[Stored data entries]
* * * *

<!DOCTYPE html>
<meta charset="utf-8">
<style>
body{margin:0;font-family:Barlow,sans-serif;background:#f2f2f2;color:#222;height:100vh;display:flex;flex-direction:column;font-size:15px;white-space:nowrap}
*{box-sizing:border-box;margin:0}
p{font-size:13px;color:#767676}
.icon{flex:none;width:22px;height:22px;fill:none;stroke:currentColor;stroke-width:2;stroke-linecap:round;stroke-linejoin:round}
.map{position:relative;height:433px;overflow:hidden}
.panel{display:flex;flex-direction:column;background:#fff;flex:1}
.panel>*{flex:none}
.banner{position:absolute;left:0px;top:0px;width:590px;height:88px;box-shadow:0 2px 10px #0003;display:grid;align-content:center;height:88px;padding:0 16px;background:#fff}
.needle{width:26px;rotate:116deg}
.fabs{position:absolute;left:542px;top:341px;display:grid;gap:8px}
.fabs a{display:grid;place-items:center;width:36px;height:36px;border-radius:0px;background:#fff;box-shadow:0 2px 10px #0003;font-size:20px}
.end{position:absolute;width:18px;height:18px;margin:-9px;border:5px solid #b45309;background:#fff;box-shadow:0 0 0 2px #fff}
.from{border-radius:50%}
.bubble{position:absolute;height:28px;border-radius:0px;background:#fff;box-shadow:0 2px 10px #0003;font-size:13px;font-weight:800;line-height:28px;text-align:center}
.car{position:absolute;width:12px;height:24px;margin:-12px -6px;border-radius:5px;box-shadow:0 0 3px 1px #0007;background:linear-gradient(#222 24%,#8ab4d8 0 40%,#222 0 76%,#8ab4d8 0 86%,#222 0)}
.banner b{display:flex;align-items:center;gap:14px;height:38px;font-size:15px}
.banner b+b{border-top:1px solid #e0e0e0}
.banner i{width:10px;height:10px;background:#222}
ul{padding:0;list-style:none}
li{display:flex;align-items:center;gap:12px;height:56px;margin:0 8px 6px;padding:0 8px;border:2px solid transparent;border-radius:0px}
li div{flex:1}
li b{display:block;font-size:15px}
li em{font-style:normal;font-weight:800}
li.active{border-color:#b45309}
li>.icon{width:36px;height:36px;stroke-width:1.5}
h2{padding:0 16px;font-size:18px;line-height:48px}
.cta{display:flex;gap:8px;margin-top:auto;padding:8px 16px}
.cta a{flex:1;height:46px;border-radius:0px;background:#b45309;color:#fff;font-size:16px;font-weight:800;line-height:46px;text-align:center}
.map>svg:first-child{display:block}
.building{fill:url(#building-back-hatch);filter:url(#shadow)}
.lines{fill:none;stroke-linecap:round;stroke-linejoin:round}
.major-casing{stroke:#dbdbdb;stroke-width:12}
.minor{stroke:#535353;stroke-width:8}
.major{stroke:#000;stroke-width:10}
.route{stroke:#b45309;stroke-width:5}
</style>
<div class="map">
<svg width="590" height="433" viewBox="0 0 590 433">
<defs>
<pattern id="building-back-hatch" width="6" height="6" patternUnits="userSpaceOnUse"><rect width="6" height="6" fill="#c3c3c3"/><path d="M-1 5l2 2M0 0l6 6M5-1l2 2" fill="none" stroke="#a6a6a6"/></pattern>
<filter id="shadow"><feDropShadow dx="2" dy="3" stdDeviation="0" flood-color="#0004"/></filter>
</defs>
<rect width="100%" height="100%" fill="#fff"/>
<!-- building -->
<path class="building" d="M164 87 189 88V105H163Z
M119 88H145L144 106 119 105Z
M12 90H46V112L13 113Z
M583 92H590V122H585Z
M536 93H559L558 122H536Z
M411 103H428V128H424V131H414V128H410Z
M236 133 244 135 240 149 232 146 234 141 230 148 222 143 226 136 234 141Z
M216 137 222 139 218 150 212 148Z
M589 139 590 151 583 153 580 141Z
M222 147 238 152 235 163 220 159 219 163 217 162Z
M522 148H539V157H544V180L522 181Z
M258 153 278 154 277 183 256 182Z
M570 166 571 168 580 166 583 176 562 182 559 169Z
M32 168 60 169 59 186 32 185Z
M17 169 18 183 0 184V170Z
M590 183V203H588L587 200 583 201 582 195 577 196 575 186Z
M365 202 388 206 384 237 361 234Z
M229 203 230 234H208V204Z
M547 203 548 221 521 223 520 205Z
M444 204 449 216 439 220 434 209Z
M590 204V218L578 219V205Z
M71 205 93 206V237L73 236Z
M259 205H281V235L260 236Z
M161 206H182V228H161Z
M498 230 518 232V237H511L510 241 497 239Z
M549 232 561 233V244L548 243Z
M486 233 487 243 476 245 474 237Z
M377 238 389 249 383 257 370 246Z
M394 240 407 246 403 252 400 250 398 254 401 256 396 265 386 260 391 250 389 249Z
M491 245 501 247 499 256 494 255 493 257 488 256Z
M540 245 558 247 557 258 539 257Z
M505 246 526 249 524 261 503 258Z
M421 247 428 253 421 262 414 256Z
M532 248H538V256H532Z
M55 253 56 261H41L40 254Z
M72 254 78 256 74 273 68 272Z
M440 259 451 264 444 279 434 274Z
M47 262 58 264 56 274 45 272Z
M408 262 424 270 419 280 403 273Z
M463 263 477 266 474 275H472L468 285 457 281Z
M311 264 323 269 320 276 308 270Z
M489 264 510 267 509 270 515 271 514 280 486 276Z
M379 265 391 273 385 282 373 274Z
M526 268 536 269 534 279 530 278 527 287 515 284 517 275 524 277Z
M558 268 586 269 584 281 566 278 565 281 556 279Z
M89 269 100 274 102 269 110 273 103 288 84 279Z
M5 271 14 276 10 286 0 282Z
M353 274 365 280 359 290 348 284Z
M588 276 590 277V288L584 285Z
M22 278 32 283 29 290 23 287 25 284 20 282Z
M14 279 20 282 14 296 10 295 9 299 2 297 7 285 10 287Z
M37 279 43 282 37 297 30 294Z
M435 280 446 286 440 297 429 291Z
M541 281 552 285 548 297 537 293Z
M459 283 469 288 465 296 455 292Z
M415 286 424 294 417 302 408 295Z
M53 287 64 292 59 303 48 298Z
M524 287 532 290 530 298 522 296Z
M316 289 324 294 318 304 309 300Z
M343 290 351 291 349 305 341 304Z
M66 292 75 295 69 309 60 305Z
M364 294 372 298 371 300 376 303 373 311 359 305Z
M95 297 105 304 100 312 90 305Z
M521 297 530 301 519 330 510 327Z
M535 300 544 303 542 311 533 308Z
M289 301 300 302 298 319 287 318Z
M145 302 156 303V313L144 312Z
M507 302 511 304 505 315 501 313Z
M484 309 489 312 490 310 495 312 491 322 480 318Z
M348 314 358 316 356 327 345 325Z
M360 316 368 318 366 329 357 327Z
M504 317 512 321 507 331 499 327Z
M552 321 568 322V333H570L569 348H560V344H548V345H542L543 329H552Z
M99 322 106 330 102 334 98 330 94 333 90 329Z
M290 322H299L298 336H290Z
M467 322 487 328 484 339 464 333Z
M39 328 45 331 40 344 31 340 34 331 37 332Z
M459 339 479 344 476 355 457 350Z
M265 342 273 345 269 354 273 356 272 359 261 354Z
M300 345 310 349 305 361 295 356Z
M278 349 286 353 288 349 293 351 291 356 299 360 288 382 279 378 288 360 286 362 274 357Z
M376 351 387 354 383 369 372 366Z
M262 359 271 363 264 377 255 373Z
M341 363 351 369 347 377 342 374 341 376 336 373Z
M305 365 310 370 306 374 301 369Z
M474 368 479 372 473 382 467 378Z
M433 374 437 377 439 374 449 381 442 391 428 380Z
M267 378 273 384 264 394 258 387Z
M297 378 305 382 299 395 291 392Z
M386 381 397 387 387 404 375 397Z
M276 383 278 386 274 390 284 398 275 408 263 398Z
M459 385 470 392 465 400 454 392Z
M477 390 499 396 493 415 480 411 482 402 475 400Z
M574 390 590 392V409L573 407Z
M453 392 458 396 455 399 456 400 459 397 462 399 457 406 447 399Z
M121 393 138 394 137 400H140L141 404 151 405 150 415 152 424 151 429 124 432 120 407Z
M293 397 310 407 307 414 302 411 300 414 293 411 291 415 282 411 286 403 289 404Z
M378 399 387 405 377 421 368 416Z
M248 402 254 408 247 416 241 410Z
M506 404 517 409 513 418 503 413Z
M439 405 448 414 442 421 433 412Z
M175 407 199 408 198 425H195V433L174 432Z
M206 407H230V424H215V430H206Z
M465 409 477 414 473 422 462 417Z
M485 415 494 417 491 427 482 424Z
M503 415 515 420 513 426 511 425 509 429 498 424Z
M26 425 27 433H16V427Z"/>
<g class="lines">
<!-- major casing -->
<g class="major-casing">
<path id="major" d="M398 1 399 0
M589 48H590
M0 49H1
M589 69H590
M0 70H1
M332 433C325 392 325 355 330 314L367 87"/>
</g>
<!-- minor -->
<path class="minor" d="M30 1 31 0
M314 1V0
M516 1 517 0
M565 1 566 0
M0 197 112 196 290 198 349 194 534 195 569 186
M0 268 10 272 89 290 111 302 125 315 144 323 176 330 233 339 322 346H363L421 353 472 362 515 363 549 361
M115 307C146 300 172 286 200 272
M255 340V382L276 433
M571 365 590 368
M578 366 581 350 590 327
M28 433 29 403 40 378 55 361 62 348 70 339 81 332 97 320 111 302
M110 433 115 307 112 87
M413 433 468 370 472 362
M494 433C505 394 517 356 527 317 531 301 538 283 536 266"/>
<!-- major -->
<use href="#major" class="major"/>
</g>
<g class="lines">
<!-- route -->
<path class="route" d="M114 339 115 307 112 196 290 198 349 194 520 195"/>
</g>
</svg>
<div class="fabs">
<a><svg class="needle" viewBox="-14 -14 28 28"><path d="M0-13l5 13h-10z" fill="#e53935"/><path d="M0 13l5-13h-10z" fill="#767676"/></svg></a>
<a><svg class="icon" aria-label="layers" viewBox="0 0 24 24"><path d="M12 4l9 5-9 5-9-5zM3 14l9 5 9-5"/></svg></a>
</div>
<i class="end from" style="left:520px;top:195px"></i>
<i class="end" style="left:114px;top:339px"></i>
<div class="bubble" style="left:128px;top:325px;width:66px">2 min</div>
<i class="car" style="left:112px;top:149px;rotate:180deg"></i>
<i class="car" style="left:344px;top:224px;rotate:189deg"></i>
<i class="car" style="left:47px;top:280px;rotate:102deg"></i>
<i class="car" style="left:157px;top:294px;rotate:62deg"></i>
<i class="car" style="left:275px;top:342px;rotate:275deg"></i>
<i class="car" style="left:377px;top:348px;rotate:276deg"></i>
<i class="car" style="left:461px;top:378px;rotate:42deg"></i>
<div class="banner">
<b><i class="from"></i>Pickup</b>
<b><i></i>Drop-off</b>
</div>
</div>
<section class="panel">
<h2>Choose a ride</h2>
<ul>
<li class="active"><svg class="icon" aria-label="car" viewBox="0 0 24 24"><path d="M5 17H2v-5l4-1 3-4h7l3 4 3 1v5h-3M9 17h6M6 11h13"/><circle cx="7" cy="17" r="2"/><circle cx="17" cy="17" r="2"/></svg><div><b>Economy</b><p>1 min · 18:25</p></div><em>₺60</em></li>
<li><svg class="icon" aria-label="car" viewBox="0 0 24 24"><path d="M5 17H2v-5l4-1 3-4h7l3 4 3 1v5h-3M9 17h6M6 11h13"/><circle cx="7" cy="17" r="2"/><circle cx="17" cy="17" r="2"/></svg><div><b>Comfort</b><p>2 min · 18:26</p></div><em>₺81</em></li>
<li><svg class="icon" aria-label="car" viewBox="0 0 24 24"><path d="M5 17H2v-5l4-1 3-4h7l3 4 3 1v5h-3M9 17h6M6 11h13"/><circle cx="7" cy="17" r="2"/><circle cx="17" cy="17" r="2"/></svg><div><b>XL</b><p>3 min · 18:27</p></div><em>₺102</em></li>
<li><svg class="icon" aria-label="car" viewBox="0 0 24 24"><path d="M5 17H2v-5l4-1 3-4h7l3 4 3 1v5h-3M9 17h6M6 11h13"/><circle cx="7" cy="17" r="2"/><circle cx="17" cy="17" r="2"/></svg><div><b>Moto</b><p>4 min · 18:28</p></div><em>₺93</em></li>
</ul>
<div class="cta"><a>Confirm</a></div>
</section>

* * * *

● **Directions**
Look through the records for the word "radius". Every line that has it should be copied.

● **Solution to the problem**
.fabs a{display:grid;place-items:center;width:36px;height:36px;border-radius:0px;background:#fff;box-shadow:0 2px 10px #0003;font-size:20px}
.from{border-radius:50%}
.bubble{position:absolute;height:28px;border-radius:0px;background:#fff;box-shadow:0 2px 10px #0003;font-size:13px;font-weight:800;line-height:28px;text-align:center}
.car{position:absolute;width:12px;height:24px;margin:-12px -6px;border-radius:5px;box-shadow:0 0 3px 1px #0007;background:linear-gradient(#222 24%,#8ab4d8 0 40%,#222 0 76%,#8ab4d8 0 86%,#222 0)}
li{display:flex;align-items:center;gap:12px;height:56px;margin:0 8px 6px;padding:0 8px;border:2px solid transparent;border-radius:0px}
.cta a{flex:1;height:46px;border-radius:0px;background:#b45309;color:#fff;font-size:16px;font-weight:800;line-height:46px;text-align:center}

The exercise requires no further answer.